Today, you can work anywhere, and you can retire at any place in the world. Thanks to globalization and the advancement of technology, more and more people cross the boundaries of countries to have new lifestyles. For instance, I noticed recently that many foreigners like to retire in Japan.  Factors such as favorable exchange rates, the high health/long-term care level, and the low crime rate contribute to this trend.

Before moving to another country, you must review your existing estate planning documents to ensure they are up to date and aligned with the laws of the country you are relocating to. It would be best to talk to a U.S. professional to review the impact of moving overseas and others. At the same time, you need to find a local country professional to ensure that your documents will function as intended. Finally, having two professionals meet and coordinate to help you modify your estate plans would be best. Finding an excellent Cross-Border professional was a difficult task in the past. However, the situation is improving.

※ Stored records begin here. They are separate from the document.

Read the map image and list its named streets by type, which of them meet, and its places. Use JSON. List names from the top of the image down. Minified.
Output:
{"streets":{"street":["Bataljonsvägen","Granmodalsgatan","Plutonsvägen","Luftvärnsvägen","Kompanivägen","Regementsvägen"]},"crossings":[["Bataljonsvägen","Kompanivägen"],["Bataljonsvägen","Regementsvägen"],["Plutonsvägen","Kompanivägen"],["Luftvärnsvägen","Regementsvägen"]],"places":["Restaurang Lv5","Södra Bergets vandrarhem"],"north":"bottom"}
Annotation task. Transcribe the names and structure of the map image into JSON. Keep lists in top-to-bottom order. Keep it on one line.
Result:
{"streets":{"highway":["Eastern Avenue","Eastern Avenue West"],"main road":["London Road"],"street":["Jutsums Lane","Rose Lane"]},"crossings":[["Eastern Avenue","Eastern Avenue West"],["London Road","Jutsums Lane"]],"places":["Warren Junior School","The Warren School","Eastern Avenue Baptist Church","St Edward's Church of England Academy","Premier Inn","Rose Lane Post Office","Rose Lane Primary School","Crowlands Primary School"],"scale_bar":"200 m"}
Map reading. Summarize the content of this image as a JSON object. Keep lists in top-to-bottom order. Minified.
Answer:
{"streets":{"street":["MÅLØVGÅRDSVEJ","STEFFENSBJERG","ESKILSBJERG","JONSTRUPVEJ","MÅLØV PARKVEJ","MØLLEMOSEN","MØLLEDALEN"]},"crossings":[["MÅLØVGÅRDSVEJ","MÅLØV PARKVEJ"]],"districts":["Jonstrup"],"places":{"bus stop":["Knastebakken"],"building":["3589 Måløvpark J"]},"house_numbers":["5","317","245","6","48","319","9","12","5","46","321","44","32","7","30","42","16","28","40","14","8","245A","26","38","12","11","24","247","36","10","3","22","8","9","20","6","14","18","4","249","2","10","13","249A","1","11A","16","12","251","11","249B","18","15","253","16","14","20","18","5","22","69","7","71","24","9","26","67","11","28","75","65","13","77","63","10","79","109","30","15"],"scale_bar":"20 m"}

  1. A Non-citizen spouse may not utilize the US Unified credit.

A US citizen is always US domicile and can use unified credit wherever they live. The 2023 credit amount is $12.92 million. A non-citizen spouse can utilize the same if they live in the U.S., intending to live in the U.S. forever. When a non-citizen spouse permanently leaves the U.S., they should lose the domicile status, becoming ineligible to use the Unified credit. The person’s gift or estate may be taxable in the U.S. Since the original estate planning documents do not consider this possibility in most cases, you must review the records before moving.

  1. S. trust or the will conflict with the local laws

Each country’s laws are different and do not match the U.S. rules. As a result, there will be confusion in deciding how to dispose of and distribute the assets.  Which laws should be applied? A US court will have difficulty following other country’s laws in its probate. The same is true for the local government. A U.S. living trust may be taxable in a foreign country as a stand-alone entity under the local country’s laws.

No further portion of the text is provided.